James Madison devised his great doctoral thesis from this vantage point.  Here, of course, we are speaking of his authorship of the US Constitution, America’s second and latest attempt at true democratic self rule: a solemn, permanent, social compact among the states to operate with individual sovereignty but within the framework of a collective federal system.  The creation of the US Constitution was molded, set forth and argued in Philadelphia at the Constitutional Convention in 1787.

Madison’s review of all such prior human efforts at harnessing effective democratic rule, coupled with a series of compromises as a result of the founders’ debate, forged a system of checks and balances.  The result was creation of our present system of current government, with three equal branches, each independent of, yet answerable to, the others.  The legislative branch would make the laws, the executive branch would enforce them and the judicial branch would provide interpretation where necessary.  No one branch, nor the people themselves, would be able to grab all the light at any one time.  However, a sufficient concentration of light would still be permitted to protect the rule of law and permit progressive social change to occur.

In the legislative branch, a compromise denied the big states (House of Representatives) the ability to swallow up the small states (Senate).  That is, the legislature itself would be split into two distinct branches, creating what was referred to as a bicameral chamber.  The assent of both would be required to enact a new law.  Even the president, the one direct representative of all the citizens, would be elected not directly by a majority vote of the citizens but rather indirectly by what would become known as an electoral college.

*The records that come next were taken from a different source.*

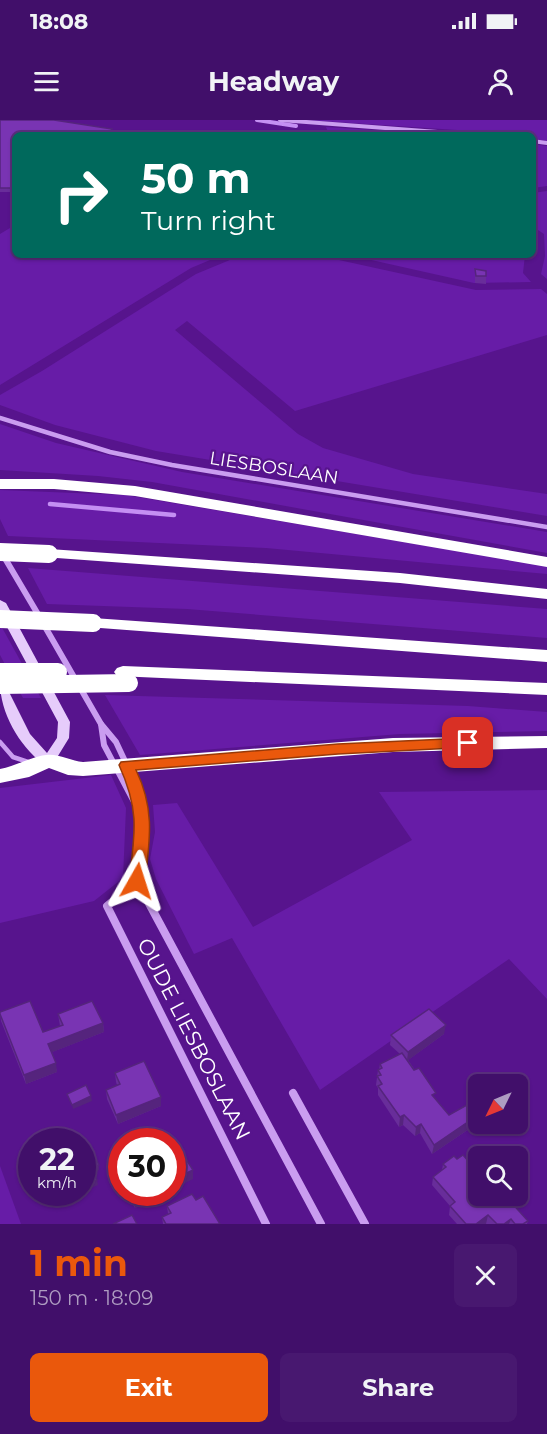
<!DOCTYPE html>
<meta charset="utf-8">
<style>
:root{--surface:#410f6a;--page:#481870;--text:#f1f3f6;--muted:#ae9cc1;--line:#5a2f7e;--accent:#ea580c}
body{margin:0;font-family:Montserrat,sans-serif;background:var(--page);color:var(--text);height:100vh;display:flex;flex-direction:column;font-size:22px;white-space:nowrap}
*{box-sizing:border-box;margin:0}
p{font-size:20px;color:var(--muted)}
.icon{flex:none;width:33px;height:33px;fill:none;stroke:currentColor;stroke-width:2;stroke-linecap:round;stroke-linejoin:round}
.map{position:relative;height:1104px;overflow:hidden}
.side{display:flex;flex-direction:column;background:var(--surface);flex:1}
.side>*{flex:none}
.hud{position:absolute;left:12px;top:12px;width:524px;height:126px;border-radius:9px;box-shadow:0 2px 4px #0004,0 0 0 2px var(--line);background:#00695c;color:#fff;overflow:hidden}
.needle{width:39px;rotate:227deg}
.fabs{position:absolute;left:468px;top:954px;display:grid;gap:12px}
.fabs a{display:grid;place-items:center;width:60px;height:60px;border-radius:9px;background:var(--surface);box-shadow:0 2px 4px #0004,0 0 0 2px var(--line);font-size:30px}
.speed{position:absolute;left:18px;top:1008px;display:flex;gap:12px;font-size:30px;font-weight:700;text-align:center}
.speed>*{display:grid;place-content:center;width:78px;height:78px;border-radius:50%;background:var(--surface);box-shadow:0 2px 4px #0004,0 0 0 2px var(--line);line-height:1}
.speed small{font-size:15px;font-weight:400}
.speed .limit{border:9px solid #d22;background:#fff;color:#111}
.pin{position:absolute;display:grid;place-items:center;width:51px;height:51px;color:#fff;margin:-26px;border-radius:12px;box-shadow:0 3px 9px #0006}
.me{position:absolute;width:66px;margin:-33px;rotate:6deg;stroke-linejoin:round;filter:drop-shadow(0 0 4px #0008)}
.turn{display:flex;align-items:center;gap:21px;height:126px;padding:0 30px;font-size:27px}
.turn .icon{width:78px;height:78px;stroke-width:2.5}
.turn b{display:block;font-size:42px;line-height:51px}
.round{display:grid;place-items:center;flex:none;width:63px;height:63px;border-radius:9px;background:var(--page)}
.overview{display:flex;align-items:center;justify-content:space-between;height:102px;padding:0 30px}
h1{font-size:36px;font-weight:700;line-height:45px;color:var(--accent)}
.button{display:flex;gap:12px;margin-top:auto;padding:12px 30px}
.button a{flex:1;height:69px;border-radius:9px;background:var(--accent);color:#fff;font-size:24px;font-weight:700;line-height:69px;text-align:center}
.button a+a{background:var(--page);color:var(--text)}
.status{display:flex;justify-content:space-between;align-items:center;height:42px;padding:0 30px;background:var(--surface);direction:ltr}
.status svg{height:16px;fill:currentColor}
header{display:flex;justify-content:space-between;align-items:center;height:78px;padding:0 30px;background:var(--surface);font-size:27px;font-weight:700}
.map>svg:first-child{display:block}
</style>
<div class="status"><b>18:08</b><svg viewBox="0 0 49 12"><path d="M0 12V9h3v3zM5 12V6h3v6zM10 12V3h3v9zM15 12V0h3v12zM26 1h20v11H26zM47 4h2v5h-2z"/></svg></div>
<header><svg class="icon" aria-label="menu" viewBox="0 0 24 24"><path d="M4 6h16M4 12h16M4 18h16"/></svg>Headway<svg class="icon" aria-label="person" viewBox="0 0 24 24"><circle cx="12" cy="8" r="4"/><path d="M4 21q1-7 8-7t8 7"/></svg></header>
<div class="map">
<svg width="547" height="1104" viewBox="0 0 547 1104">
<rect width="100%" height="100%" fill="#57148d"/>
<!-- green -->
<g fill="#671ca7">
<path d="M305,0H547V21L533,19L532,15Z"/>
<path d="M326,7L450,15H335L328,12Z"/>
<path d="M532,24L547,26V66L533,68Z"/>
<path d="M547,71V159L541,154L545,136L544,114L532,106L533,73Z"/>
<path d="M15,105V135H222L191,148L0,265V114Z"/>
<path d="M242,135H316L476,170L541,169L547,174V215L295,291L187,201L175,210L298,314L323,328L413,354L547,374V396L156,331L55,305L0,285V275L42,251L196,154Z"/>
<path d="M349,135H525L523,153L531,162L474,163Z"/>
<path d="M0,304L56,323L182,352L547,412V433L152,362L98,356L0,350Z"/>
<path d="M0,370L125,375L547,446V454L266,428L8,416L0,399Z"/>
<path d="M28,448L547,489V518L187,489L47,484Z"/>
<path d="M0,504L41,578H23L0,535Z"/>
<path d="M105,575L468,586L547,592V611L400,614L140,635Z"/>
<path d="M111,655L126,688L123,758L94,781L0,803V668Z"/>
<path d="M547,670V879L509,839L320,970L232,818L194,834L156,759L150,739L155,712L153,685L177,683L253,807L412,720L379,672Z"/>
<path d="M0,1046L21,1104H0Z"/>
</g>
<g fill="none" stroke-linecap="round" stroke-linejoin="round">
<!-- stream-far1 -->
<path stroke="#c48ff3" stroke-width="4" d="M257,0L296,6"/>
<!-- stream -->
<path stroke="#c48ff3" stroke-width="4.5" d="M50,384L174,395"/>
<!-- service -->
<path stroke="#ca9df0" stroke-width="4.5" d="M0,622L13,637L28,642"/>
<!-- minor-far3 -->
<g stroke="#ca9df0" stroke-width="4">
<path d="M280,0L477,15"/>
<path d="M532,21L547,23"/>
</g>
<!-- minor-far2 -->
<path stroke="#ca9df0" stroke-width="4.5" d="M0,298L110,332L172,345L547,407"/>
<!-- minor-far1 -->
<g stroke="#ca9df0" stroke-width="6">
<path d="M3,435L39,496"/>
<path d="M44,505L101,604L116,622L139,671L142,715"/>
<path d="M101,604L104,625L140,693"/>
</g>
<!-- minor -->
<g stroke="#ca9df0" stroke-width="8">
<path d="M142,714L137,761L321,1104"/>
<path d="M137,761L107,786L266,1104"/>
<path d="M293,973L365,1104"/>
</g>
<!-- secondary -->
<path fill="#e6ccfb" fill-rule="evenodd" d="M0,480L6,483L70,602L69,618L53,644H43C19,625 0,593 0,562L6,566L30,614L47,633L57,618L58,602L0,494Z"/>
<!-- motorway -->
<g fill="#fff" fill-rule="evenodd">
<path d="M0,359H54L135,366L547,437V447L135,376L54,369H0Z"/>
<path d="M49,429L400,453L547,469V479L400,463L43,437L41,434L43,431Z"/>
<path d="M93,498L547,530V542L87,507L84,503Z"/>
<path d="M123,546L547,563V575L117,556L114,552L117,548Z"/>
<path d="M547,616V628L393,632L83,656L68,655L49,648L29,657L0,663V649C16,646 30,637 46,635C57,633 71,641 83,642L393,618Z"/>
</g>
<!-- motorway-bridge -->
<g stroke="#fff" stroke-width="18">
<path d="M0,432L49,434"/>
<path d="M0,499L93,503"/>
<path d="M0,552H58"/>
<path d="M0,565L129,563"/>
</g>
</g>
<!-- wall -->
<g fill="#682d9a">
<path d="M0,0L112,12L15,15V72H0Z"/>
<path d="M475,149L486,156V164L475,163Z"/>
<path d="M0,892L43,912L60,906L58,894L103,903L104,912L52,932L57,952L26,964L1,901Z"/>
<path d="M444,914L408,940L435,979L449,995L478,986V1003L432,1034L420,1013L415,1016L403,1005L399,1007L378,975V968L376,965L378,950H379L380,944L400,934L390,925L391,915Z"/>
<path d="M115,953L161,986L118,1004L107,979L106,970L117,965L116,962Z"/>
<path d="M443,1044L505,1081L528,1101L527,1104H457L449,1095L450,1086L432,1065L433,1057L442,1050Z"/>
<path d="M129,1072H166L135,1088L129,1077Z"/>
<path d="M196,1080L220,1104H163L162,1097L168,1094L167,1086Z"/>
</g>
<!-- shaded-wall -->
<g fill="#55247d">
<path d="M103,903L104,912L50,933L48,924Z"/>
<path d="M446,905L444,914L407,941L408,932Z"/>
<path d="M56,943L57,952L26,964L24,955Z"/>
<path d="M91,976L92,981L73,989L72,985Z"/>
<path d="M161,977V986L118,1004L116,995Z"/>
<path d="M404,995L403,1005L399,1007L400,997Z"/>
<path d="M478,995V1003L432,1034L434,1025Z"/>
<path d="M421,1004L420,1013L415,1016L416,1007Z"/>
<path d="M99,1045V1050L93,1053L92,1048Z"/>
<path d="M193,1050V1059L172,1070V1060Z"/>
<path d="M97,1060L98,1065L82,1072V1067Z"/>
<path d="M147,1072H166L135,1088L134,1079Z"/>
<path d="M488,1095L486,1104H476Z"/>
<path d="M511,1099L509,1104H504Z"/>
</g>
<!-- building -->
<g fill="#7934b3" stroke="#55247d" stroke-width="1.5">
<path d="M0,0H54L112,9L107,15H15V68H0Z"/>
<path d="M475,149L486,151V156H476Z"/>
<path d="M30,881L43,912L63,905L58,894L92,881L103,903L48,924L56,943L24,955L0,894V892Z"/>
<path d="M429,889L446,905L408,932L391,915Z"/>
<path d="M402,933L414,950L419,948L436,973L432,975L449,995L474,981L478,986V995L434,1025L421,1004L416,1007L404,995L400,997L378,966L382,964L377,956L381,955L378,950L382,948L380,944Z"/>
<path d="M144,941L161,977L116,995L106,970L120,964L115,953Z"/>
<path d="M86,965L91,976L72,985L67,974Z"/>
<path d="M173,1019L193,1050L172,1060V1022H168Z"/>
<path d="M93,1033L99,1045L92,1048L97,1060L82,1067V1037Z"/>
<path d="M463,1035L478,1052V1076H499L505,1081L508,1079L528,1101L523,1104H515L511,1099L504,1104H497L488,1095L476,1104H466L450,1086L455,1082L433,1057L446,1047L443,1044L454,1036L457,1039Z"/>
<path d="M130,1072H147L134,1079Z"/>
<path d="M192,1074L196,1080L203,1076L220,1104H166L162,1097L171,1093L167,1086Z"/>
<path d="M132,1095L137,1104H113Z"/>
</g>
<!-- route -->
<path fill="#ea580c" stroke="#983908" stroke-width="1.5" d="M468,618L475,623L473,627L338,634L136,650C155,689 150,719 145,761L137,767L129,761C135,713 140,691 119,645L121,642L338,624Z"/>
<g text-anchor="middle" dominant-baseline="central" stroke-width="4.5" stroke-linejoin="round" paint-order="stroke">
<!-- street labels -->
<g font-size="18" fill="#fff" stroke="#57148d">
<text transform="translate(274 348) rotate(9)">LIESBOSLAAN</text>
</g>
<!-- near-street labels -->
<g font-size="21" fill="#fff" stroke="#57148d">
<text transform="translate(194 919) rotate(63)">OUDE LIESBOSLAAN</text>
</g>
</g>
</svg>
<div class="fabs">
<a><svg class="needle" viewBox="-14 -14 28 28"><path d="M0-13l5 13h-10z" fill="#e53935"/><path d="M0 13l5-13h-10z" fill="#ae9cc1"/></svg></a>
<a><svg class="icon" aria-label="search" viewBox="0 0 24 24"><circle cx="10" cy="10" r="6"/><path d="M15 15l6 6"/></svg></a>
</div>
<div class="speed"><div>22<small>km/h</small></div><div class="limit">30</div></div>
<div class="pin" style="left:468px;top:623px;background:#d93025"><svg class="icon" aria-label="arrive" viewBox="0 0 24 24"><path d="M6 21V4h12l-3 4 3 4H6"/></svg></div>
<svg class="me" style="left:137px;top:761px" viewBox="-20 -20 40 40"><path d="M0-17L14 15 0 8-14 15z" fill="#ea580c" stroke="#fff" stroke-width="4"/></svg>
<div class="hud">
<div class="turn"><svg class="icon" aria-label="right" viewBox="0 0 24 24"><path d="M7 20v-9h11M14 6l5 5-5 5"/></svg><div><b>50 m</b>Turn right</div></div>
</div>
</div>
<section class="side">
<div class="overview"><div><h1>1 min</h1><p>150 m · 18:09</p></div><a class="round"><svg class="icon" aria-label="close" viewBox="0 0 24 24"><path d="M6 6l12 12M18 6L6 18"/></svg></a></div>
<div class="button"><a>Exit</a><a>Share</a></div>
</section>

Seeking to ensure that a lone rogue state or small minority of states could not stalemate the process, the founders also made a shrewd agreement for implementation of the new US Constitution.  When the affirmative vote of 9 of the original 13 states had been given, the new constitution would become the law of the land in all 13 states.  The necessary ratification figure was thus accomplished two years later in 1789, and in the end, all 13 states would vote unanimously to ratify the new constitution.  It was a bloodless revolution, or, as the French might say, a coup d’état.  Compared to the way things had been done previously, it could be said that the revolution to create a new US Constitution turned our old system of government on its head.

Fast forward almost 230 years to the present.  With so much at stake, can anyone well imagine a bloodless, under the radar revolution to table our constitution and replace it with another?  The feat would present an extraordinary testament to the people's yearning to be free.  It's been done before.